-------- TASK INPUTS --------

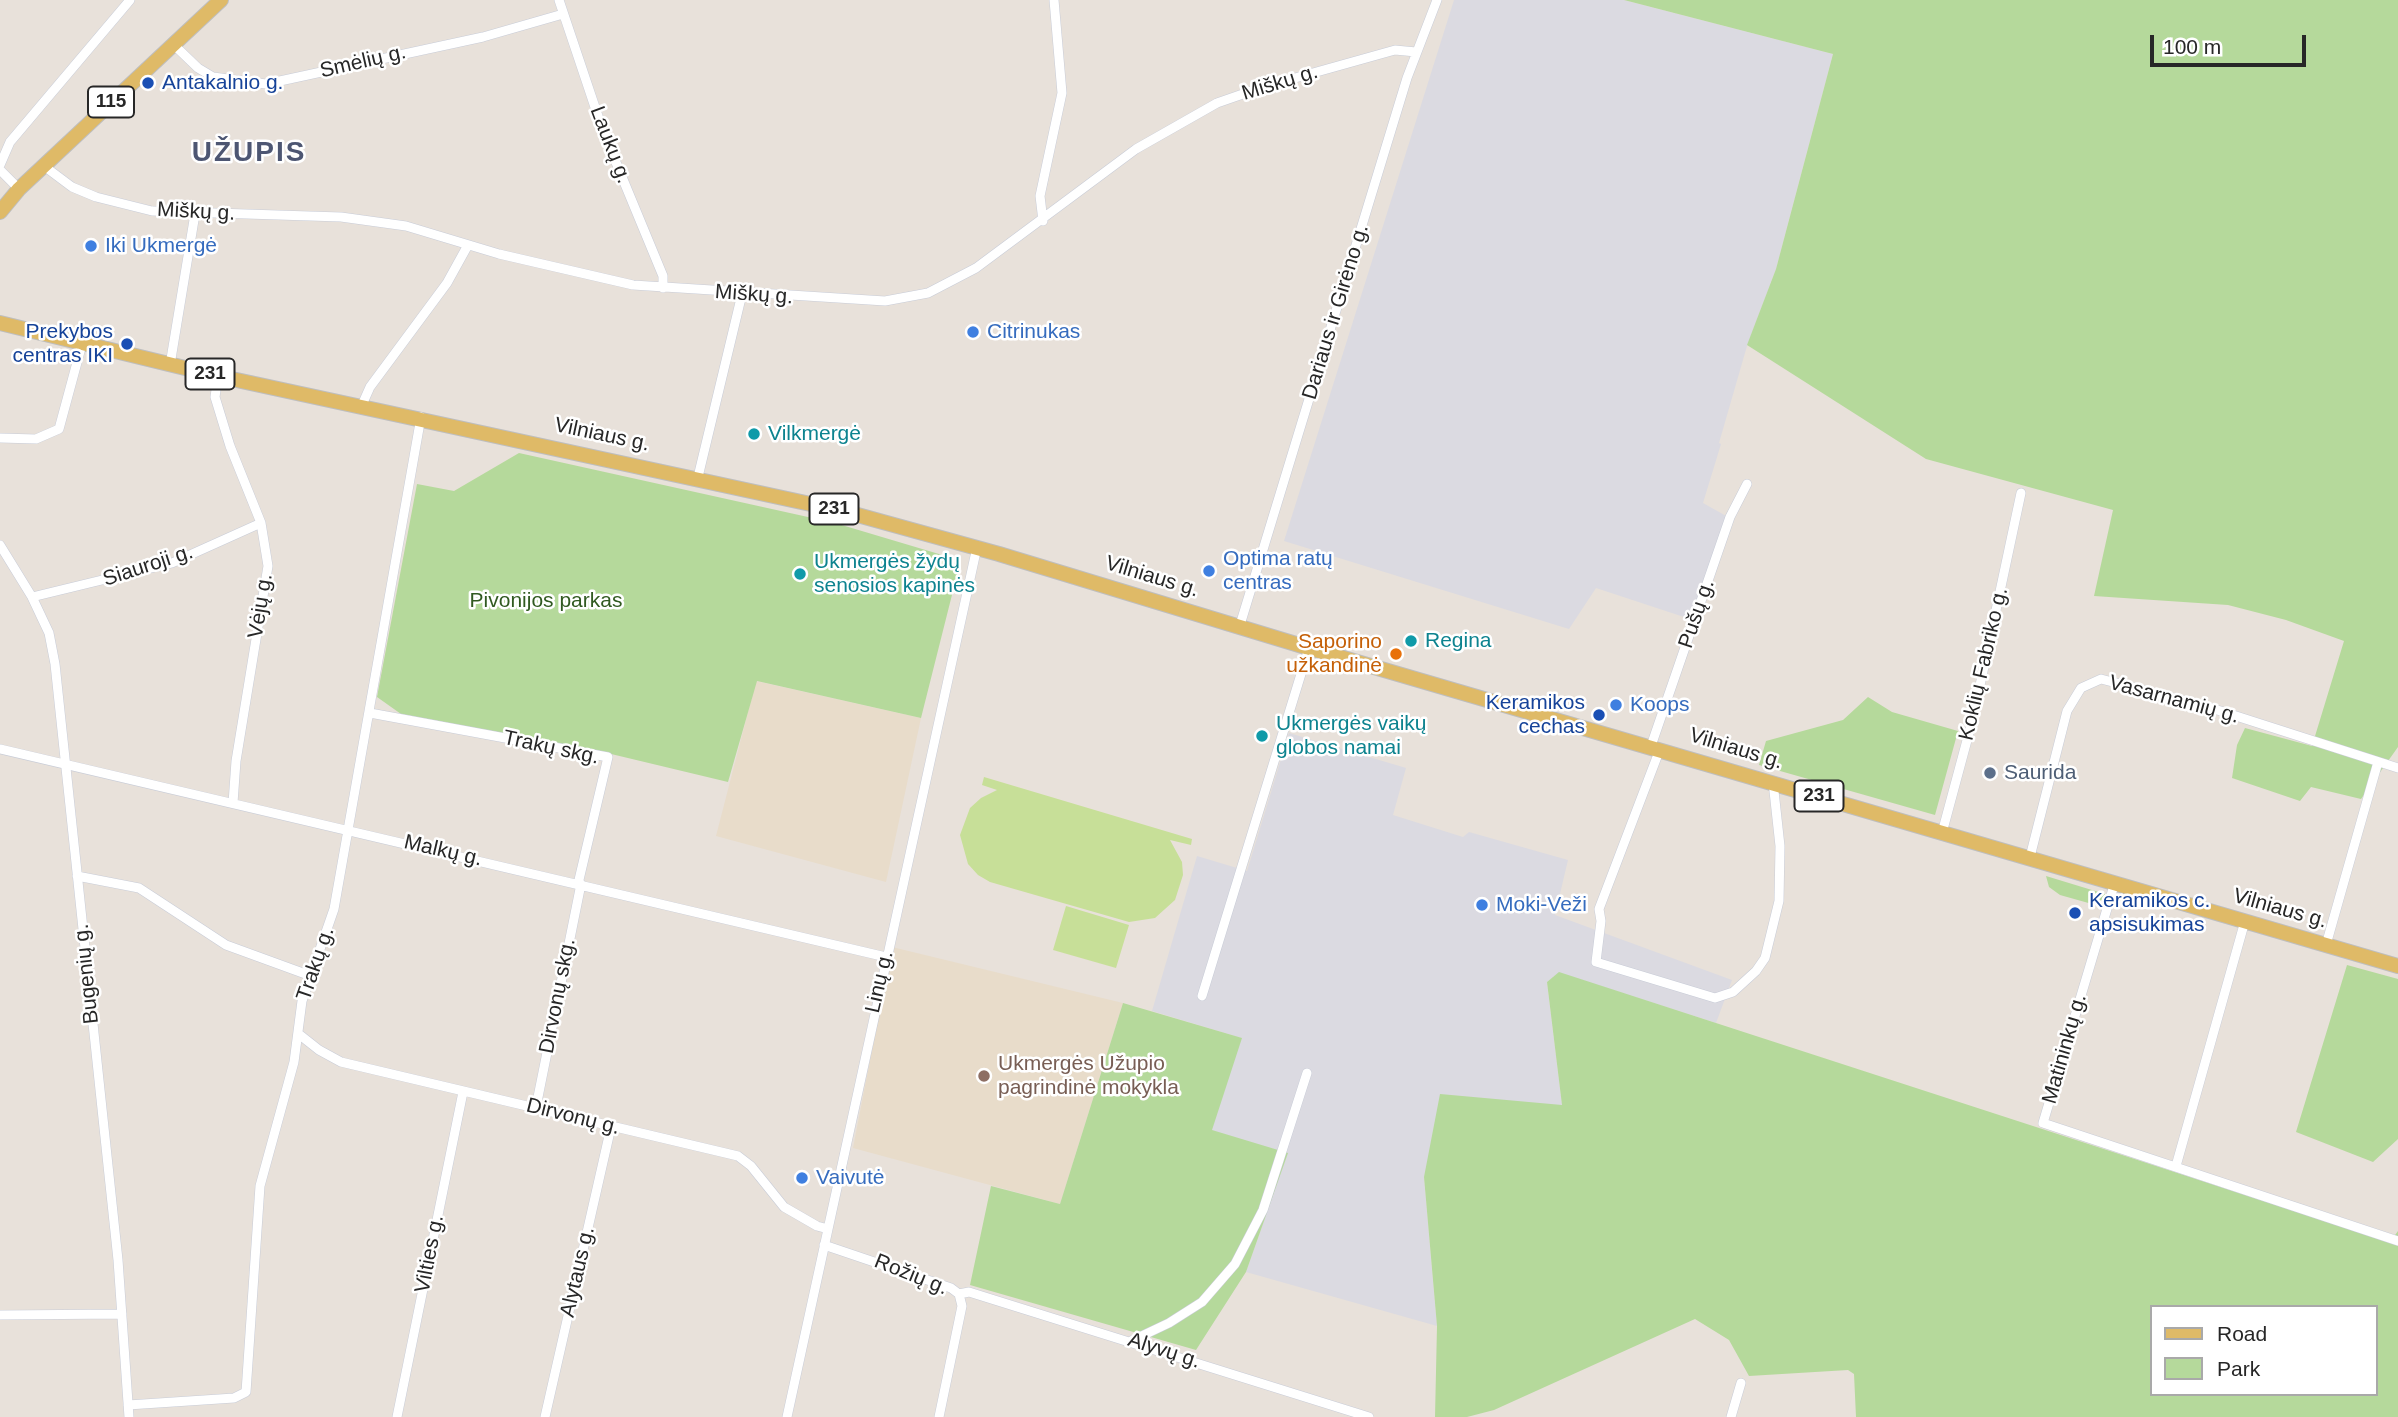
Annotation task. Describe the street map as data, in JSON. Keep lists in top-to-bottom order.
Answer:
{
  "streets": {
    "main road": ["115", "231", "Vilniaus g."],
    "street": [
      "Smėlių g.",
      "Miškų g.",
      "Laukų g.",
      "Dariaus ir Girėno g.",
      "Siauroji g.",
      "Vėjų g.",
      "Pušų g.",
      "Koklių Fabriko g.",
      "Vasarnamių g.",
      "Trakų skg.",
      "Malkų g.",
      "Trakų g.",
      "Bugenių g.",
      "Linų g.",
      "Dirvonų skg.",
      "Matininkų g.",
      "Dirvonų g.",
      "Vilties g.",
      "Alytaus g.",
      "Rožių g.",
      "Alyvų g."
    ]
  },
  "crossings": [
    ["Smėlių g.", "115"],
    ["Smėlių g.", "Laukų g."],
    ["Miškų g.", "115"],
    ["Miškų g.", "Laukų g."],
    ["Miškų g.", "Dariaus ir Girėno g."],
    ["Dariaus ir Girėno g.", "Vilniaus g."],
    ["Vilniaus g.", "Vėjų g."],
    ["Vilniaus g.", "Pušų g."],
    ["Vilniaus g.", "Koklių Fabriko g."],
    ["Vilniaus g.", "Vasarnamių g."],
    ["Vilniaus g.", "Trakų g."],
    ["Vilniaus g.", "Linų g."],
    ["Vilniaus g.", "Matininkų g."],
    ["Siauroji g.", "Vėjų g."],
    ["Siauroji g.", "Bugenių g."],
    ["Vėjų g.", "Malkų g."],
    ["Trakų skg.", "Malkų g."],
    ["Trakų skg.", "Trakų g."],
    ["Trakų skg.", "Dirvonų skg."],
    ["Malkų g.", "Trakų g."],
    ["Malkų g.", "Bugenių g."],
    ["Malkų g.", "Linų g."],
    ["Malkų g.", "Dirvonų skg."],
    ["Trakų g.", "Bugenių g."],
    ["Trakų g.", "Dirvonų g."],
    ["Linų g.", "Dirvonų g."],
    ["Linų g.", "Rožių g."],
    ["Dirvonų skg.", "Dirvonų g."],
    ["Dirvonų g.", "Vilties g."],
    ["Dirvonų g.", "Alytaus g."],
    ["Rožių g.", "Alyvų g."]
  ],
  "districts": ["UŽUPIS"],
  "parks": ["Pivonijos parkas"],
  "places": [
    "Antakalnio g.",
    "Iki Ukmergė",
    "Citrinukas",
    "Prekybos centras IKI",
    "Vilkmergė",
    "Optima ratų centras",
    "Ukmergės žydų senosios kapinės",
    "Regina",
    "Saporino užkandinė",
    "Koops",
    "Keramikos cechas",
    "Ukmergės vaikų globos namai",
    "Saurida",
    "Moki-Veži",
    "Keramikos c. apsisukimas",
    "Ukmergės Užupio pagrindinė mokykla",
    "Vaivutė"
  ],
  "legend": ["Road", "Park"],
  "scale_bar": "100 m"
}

--------

#### PROBLEM STATEMENT
A faithful copy is needed: reproduce all of the data above, leaving the pictures out.

#### OUTPUT FOR THIS TASK
Annotation task. Describe the street map as data, in JSON. Keep lists in top-to-bottom order.
Answer:
{
  "streets": {
    "main road": ["115", "231", "Vilniaus g."],
    "street": [
      "Smėlių g.",
      "Miškų g.",
      "Laukų g.",
      "Dariaus ir Girėno g.",
      "Siauroji g.",
      "Vėjų g.",
      "Pušų g.",
      "Koklių Fabriko g.",
      "Vasarnamių g.",
      "Trakų skg.",
      "Malkų g.",
      "Trakų g.",
      "Bugenių g.",
      "Linų g.",
      "Dirvonų skg.",
      "Matininkų g.",
      "Dirvonų g.",
      "Vilties g.",
      "Alytaus g.",
      "Rožių g.",
      "Alyvų g."
    ]
  },
  "crossings": [
    ["Smėlių g.", "115"],
    ["Smėlių g.", "Laukų g."],
    ["Miškų g.", "115"],
    ["Miškų g.", "Laukų g."],
    ["Miškų g.", "Dariaus ir Girėno g."],
    ["Dariaus ir Girėno g.", "Vilniaus g."],
    ["Vilniaus g.", "Vėjų g."],
    ["Vilniaus g.", "Pušų g."],
    ["Vilniaus g.", "Koklių Fabriko g."],
    ["Vilniaus g.", "Vasarnamių g."],
    ["Vilniaus g.", "Trakų g."],
    ["Vilniaus g.", "Linų g."],
    ["Vilniaus g.", "Matininkų g."],
    ["Siauroji g.", "Vėjų g."],
    ["Siauroji g.", "Bugenių g."],
    ["Vėjų g.", "Malkų g."],
    ["Trakų skg.", "Malkų g."],
    ["Trakų skg.", "Trakų g."],
    ["Trakų skg.", "Dirvonų skg."],
    ["Malkų g.", "Trakų g."],
    ["Malkų g.", "Bugenių g."],
    ["Malkų g.", "Linų g."],
    ["Malkų g.", "Dirvonų skg."],
    ["Trakų g.", "Bugenių g."],
    ["Trakų g.", "Dirvonų g."],
    ["Linų g.", "Dirvonų g."],
    ["Linų g.", "Rožių g."],
    ["Dirvonų skg.", "Dirvonų g."],
    ["Dirvonų g.", "Vilties g."],
    ["Dirvonų g.", "Alytaus g."],
    ["Rožių g.", "Alyvų g."]
  ],
  "districts": ["UŽUPIS"],
  "parks": ["Pivonijos parkas"],
  "places": [
    "Antakalnio g.",
    "Iki Ukmergė",
    "Citrinukas",
    "Prekybos centras IKI",
    "Vilkmergė",
    "Optima ratų centras",
    "Ukmergės žydų senosios kapinės",
    "Regina",
    "Saporino užkandinė",
    "Koops",
    "Keramikos cechas",
    "Ukmergės vaikų globos namai",
    "Saurida",
    "Moki-Veži",
    "Keramikos c. apsisukimas",
    "Ukmergės Užupio pagrindinė mokykla",
    "Vaivutė"
  ],
  "legend": ["Road", "Park"],
  "scale_bar": "100 m"
}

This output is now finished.